Stored items:
————

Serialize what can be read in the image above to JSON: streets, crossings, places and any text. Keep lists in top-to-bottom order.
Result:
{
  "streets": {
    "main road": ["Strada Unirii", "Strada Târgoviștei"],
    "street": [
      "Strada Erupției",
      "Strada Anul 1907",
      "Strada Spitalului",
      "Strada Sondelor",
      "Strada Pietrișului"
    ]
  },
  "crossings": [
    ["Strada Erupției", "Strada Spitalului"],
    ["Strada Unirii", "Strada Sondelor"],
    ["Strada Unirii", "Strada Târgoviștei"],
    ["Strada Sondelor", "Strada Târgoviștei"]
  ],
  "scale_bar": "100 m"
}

————

# ASSIGNED TASK
Give the records above again, word for word.

# YOUR SOLUTION
Serialize what can be read in the image above to JSON: streets, crossings, places and any text. Keep lists in top-to-bottom order.
Result:
{
  "streets": {
    "main road": ["Strada Unirii", "Strada Târgoviștei"],
    "street": [
      "Strada Erupției",
      "Strada Anul 1907",
      "Strada Spitalului",
      "Strada Sondelor",
      "Strada Pietrișului"
    ]
  },
  "crossings": [
    ["Strada Erupției", "Strada Spitalului"],
    ["Strada Unirii", "Strada Sondelor"],
    ["Strada Unirii", "Strada Târgoviștei"],
    ["Strada Sondelor", "Strada Târgoviștei"]
  ],
  "scale_bar": "100 m"
}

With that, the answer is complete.